Now adding a state to the CA gives us more possible neighborhood states, namely (0,0), (1,0), (2,0), ... (8,0), (0,1), (1,1), ... (7,1), (0,2), (1,2), ... (8,0), for a total of 45 possible neighborhood states. The rule table will have 45 X 3 = 135 entries and there will be 3135 = 2.6 X 1064 possible rules.

Expanding the CA to three dimensions (26 neighbors) and allowing, say 1000 states would require a rule table of astronomical size. But in order for any meaningful kind of self organization to occur within the space of the CA  with randomly created states and random rules a very large number of initial states would need to be supplied, after which the environment would select those states and rules which contribute to organization and survive while dropping those states which do not contribute and do not survive. In this way a very large selection of possible states is made available to the process while after self organization has occurred only a very small number of those states might survive. For example an initial population of 1000 states might achieve a final stable "ecology" in which only a few dozen states exist in a mutually supportive organized system. The remaining 970 or so states would have, for lack of fitness, vanished from the space of the CA.

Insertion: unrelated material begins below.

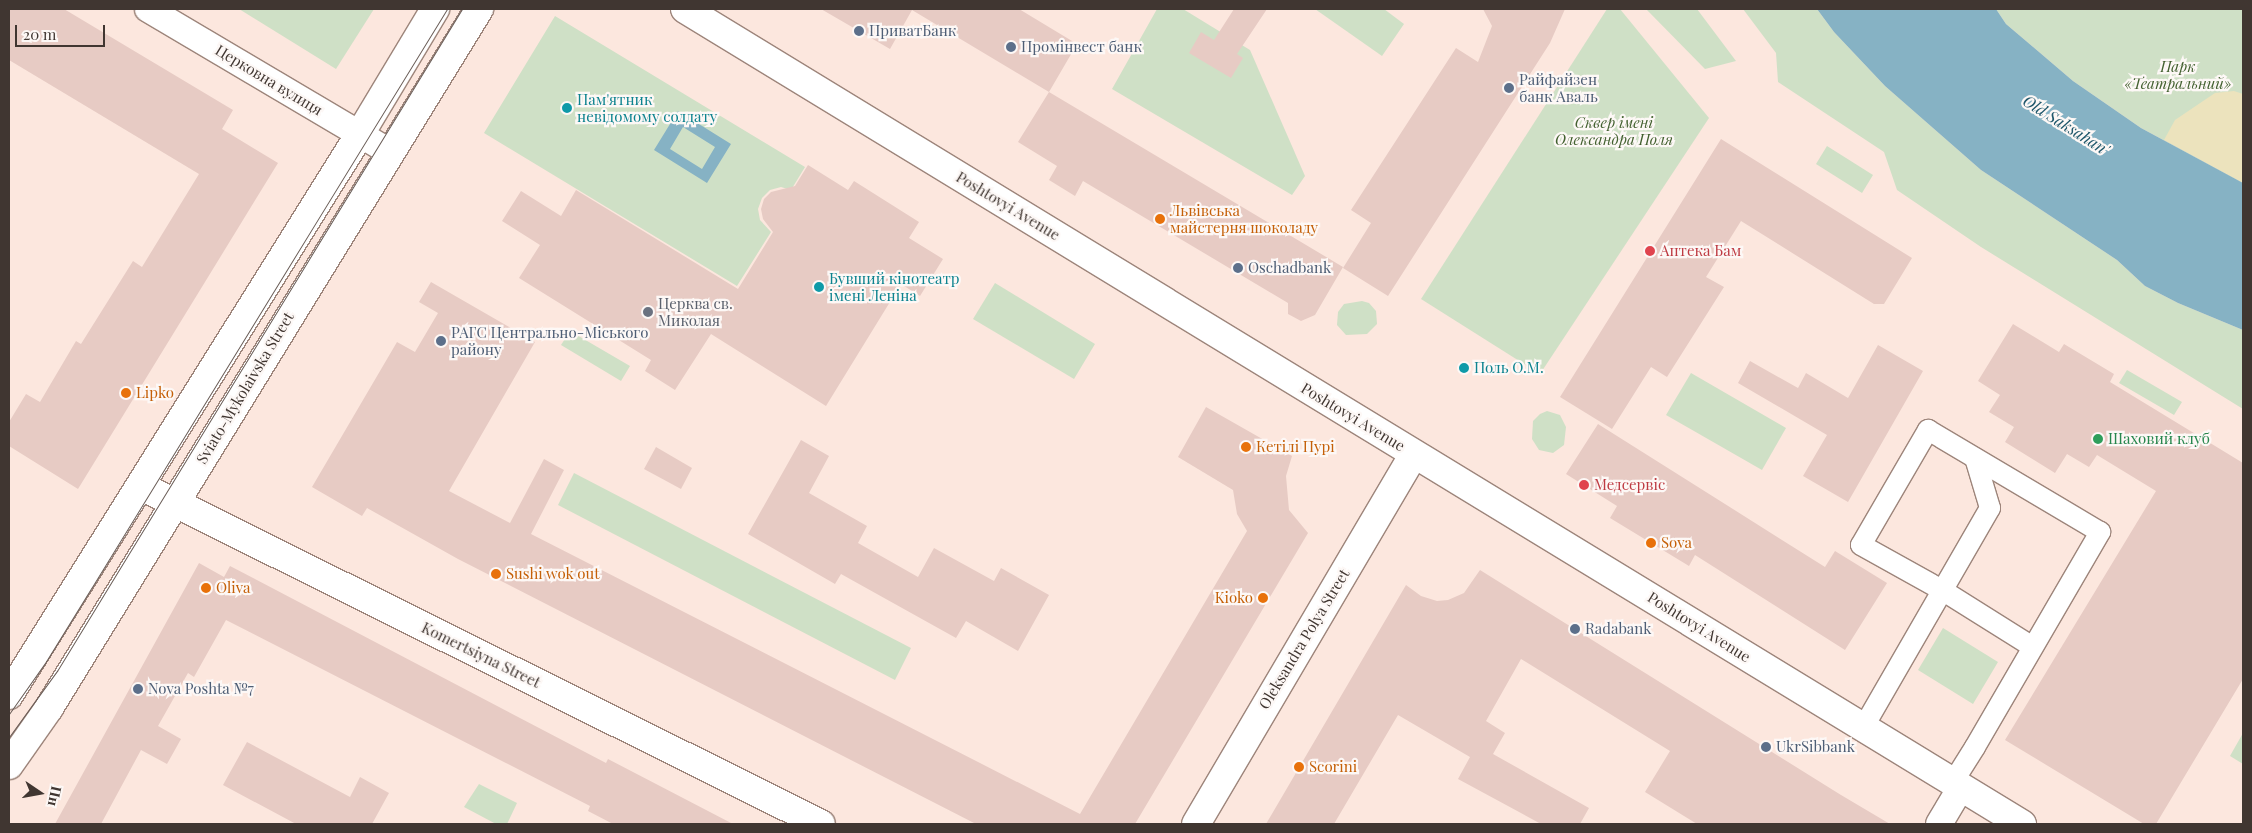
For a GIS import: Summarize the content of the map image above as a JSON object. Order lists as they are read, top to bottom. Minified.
{"streets":{"street":["Церковна вулиця","Poshtovyi Avenue","Sviato-Mykolaivska Street","Oleksandra Polya Street","Komertsiyna Street"]},"crossings":[["Церковна вулиця","Sviato-Mykolaivska Street"],["Poshtovyi Avenue","Oleksandra Polya Street"],["Sviato-Mykolaivska Street","Komertsiyna Street"]],"water":["Old Saksahan'"],"parks":["Парк «Театральний»","Сквер імені Олександра Поля"],"places":["ПриватБанк","Промінвест банк","Райфайзен банк Аваль","Пам'ятник невідомому солдату","Львівська майстерня шоколаду","Аптека Бам","Oschadbank","Бувший кінотеатр імені Леніна","Церква св. Миколая","РАГС Центрально-Міського району","Поль О.М.","Lipko","Шаховий клуб","Кетілі Пурі","Медсервіс","Sova","Sushi wok out","Oliva","Kioko","Radabank","Nova Poshta №7","UkrSibbank","Scorini"],"scale_bar":"20 m","north":"right"}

A computer program to explore a massive CA such as that would have to be able to support thousands of states, each with their own specific rules. In order to make such a task manageable it is necessary to abandon the notion of the totalistic CA and go to a more primitive form of rule. One method that would satisfy this requirement is a straightforward existential rule. The rule specifies a state transition that is to take place predicated only on the existence of a given neighboring state. No neighborhood counts are performed since the number of neighbors in any given state is irrelevant to the rule. The rule would state only "If any neighbor of state A is in state X then transition to state B," or symbolically; A(X)->B. The state "X" is called the trigger state for this transition.

If no rule is triggered for a given cell in a given tick of the clock then the global default rule is that the state remains unchanged, i.e. X->X. Any state may have an optional default transition in the form X->Y associated with it. Any state may have any number of triggered transitions in the form X(Y)->Z associated with it.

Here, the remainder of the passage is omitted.